Jane: Bernadette Hogan is a bodyguard, ex-military, who never met a firearm she didn't like. It's rumored that she once killed a man with a Popsicle stick, but she insists that's absolutely untrue. It was a Q-Tip. She's been Jeremy's bodyguard for two years, and he aggravates her so much that if it weren't for the outrageous amount of money he pays her, she would have quit a long time ago. If you read chapter one at http://janegraves.com/blacktiespage.html, you can get a sense of their rather unusual relationship.

Suz: Throughout this book, you had me chuckling frequently at both the internal thoughts of the characters and their dialogue with each other. Do you find it easy or hard to write the witty/snarky banter between the characters? Does internal dialogue come easy for you?

Jane: Writing snarky banter is second nature to me, because I'm a pretty snarky person.
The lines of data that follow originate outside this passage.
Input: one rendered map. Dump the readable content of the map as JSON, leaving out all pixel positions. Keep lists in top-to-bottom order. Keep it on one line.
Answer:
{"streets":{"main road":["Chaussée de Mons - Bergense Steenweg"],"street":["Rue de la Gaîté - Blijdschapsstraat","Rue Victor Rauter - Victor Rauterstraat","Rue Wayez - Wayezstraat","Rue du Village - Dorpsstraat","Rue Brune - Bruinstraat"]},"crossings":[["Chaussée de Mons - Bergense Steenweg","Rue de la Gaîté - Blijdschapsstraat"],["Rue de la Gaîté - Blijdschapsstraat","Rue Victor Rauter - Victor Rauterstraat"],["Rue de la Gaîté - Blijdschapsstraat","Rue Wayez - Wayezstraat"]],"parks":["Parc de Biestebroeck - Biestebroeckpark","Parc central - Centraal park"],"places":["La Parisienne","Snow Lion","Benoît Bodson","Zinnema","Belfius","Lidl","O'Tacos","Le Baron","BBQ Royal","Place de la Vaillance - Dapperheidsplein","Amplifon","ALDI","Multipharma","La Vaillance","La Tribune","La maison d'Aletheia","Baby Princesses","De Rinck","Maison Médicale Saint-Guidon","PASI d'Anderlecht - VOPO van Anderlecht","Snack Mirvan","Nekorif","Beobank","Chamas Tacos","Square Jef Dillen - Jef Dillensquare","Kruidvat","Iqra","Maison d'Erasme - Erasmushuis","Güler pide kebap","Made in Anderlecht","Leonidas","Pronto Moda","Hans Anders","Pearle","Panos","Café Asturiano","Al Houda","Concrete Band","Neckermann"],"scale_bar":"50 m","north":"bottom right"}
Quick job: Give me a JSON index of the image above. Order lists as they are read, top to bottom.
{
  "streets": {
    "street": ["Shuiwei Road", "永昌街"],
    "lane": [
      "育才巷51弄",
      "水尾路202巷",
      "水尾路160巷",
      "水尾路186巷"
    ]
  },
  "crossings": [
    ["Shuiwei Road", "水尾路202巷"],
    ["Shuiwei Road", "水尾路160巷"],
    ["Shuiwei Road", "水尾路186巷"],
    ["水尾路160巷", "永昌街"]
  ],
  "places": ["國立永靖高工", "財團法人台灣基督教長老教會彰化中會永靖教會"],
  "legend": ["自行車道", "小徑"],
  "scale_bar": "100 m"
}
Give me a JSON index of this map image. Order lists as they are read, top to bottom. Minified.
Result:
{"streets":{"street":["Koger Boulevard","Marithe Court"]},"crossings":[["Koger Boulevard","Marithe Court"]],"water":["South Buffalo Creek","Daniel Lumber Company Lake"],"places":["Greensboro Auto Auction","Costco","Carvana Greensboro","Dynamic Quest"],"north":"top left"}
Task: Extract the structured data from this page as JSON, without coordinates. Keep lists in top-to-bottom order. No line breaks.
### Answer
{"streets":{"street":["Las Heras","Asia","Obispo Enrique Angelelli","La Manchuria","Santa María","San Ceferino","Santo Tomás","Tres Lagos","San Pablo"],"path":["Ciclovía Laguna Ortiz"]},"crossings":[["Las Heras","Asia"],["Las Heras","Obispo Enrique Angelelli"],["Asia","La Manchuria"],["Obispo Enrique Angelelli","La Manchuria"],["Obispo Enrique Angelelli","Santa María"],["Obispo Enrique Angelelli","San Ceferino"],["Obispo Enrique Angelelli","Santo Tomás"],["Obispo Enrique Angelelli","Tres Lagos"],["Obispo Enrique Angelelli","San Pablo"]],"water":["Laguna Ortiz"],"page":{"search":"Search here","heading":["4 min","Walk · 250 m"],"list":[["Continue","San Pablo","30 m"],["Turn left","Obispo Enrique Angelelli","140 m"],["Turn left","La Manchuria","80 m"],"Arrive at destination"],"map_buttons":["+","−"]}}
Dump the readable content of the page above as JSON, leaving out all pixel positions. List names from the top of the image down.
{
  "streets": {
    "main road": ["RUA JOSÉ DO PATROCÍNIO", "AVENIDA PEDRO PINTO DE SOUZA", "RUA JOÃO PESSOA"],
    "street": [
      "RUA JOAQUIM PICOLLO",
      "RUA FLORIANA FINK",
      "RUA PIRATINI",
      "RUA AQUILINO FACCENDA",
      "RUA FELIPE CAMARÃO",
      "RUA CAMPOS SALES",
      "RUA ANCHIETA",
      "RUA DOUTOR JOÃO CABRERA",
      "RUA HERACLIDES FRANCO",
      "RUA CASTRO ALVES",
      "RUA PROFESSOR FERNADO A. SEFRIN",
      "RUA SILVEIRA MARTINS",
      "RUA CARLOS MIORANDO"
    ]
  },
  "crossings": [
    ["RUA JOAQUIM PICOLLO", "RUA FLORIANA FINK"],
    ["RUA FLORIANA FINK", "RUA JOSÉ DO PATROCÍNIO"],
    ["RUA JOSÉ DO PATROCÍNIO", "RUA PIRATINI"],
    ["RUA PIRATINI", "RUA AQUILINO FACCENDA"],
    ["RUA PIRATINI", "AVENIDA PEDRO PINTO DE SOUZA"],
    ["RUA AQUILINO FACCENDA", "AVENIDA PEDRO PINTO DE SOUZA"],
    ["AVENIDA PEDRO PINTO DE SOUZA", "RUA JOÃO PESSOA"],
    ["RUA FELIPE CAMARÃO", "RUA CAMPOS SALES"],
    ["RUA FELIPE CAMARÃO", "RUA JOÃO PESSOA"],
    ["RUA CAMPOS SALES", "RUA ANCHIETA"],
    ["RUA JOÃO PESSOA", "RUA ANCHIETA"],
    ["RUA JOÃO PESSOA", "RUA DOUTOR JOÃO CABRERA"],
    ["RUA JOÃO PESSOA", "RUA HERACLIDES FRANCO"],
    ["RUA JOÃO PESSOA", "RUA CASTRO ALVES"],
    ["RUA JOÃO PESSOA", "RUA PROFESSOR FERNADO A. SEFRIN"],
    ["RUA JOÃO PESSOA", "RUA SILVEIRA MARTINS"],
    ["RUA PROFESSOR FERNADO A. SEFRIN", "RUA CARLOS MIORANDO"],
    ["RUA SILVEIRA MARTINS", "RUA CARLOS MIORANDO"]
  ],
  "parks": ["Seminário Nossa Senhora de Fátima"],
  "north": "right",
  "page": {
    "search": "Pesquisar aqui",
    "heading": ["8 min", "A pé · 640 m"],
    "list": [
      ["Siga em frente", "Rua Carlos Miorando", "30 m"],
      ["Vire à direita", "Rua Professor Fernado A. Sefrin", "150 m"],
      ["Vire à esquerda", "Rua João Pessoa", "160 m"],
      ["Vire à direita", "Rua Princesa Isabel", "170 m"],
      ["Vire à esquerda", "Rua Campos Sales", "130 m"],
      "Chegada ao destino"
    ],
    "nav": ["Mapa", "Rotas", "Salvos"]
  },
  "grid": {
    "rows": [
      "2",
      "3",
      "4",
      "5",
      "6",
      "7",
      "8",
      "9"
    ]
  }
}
But in real life, even I have to draw the line somewhere. I can't always say what I think. But my characters can, and oh, man, is that ever fun. It's a blast to let them say things I couldn't say in real life without getting slapped silly or arrested.

Suz: Since we're on the subject of writing, you have a rather unique approach on writing a book. I know of only one other writer who does the same process as you. Care to let everyone in on the Jane Graves way to write a romance novel?

Jane: Okay, but I feel obligated to issue a disclaimer up front. DON'T TRY THIS AT HOME. It'll make you certifiably crazy.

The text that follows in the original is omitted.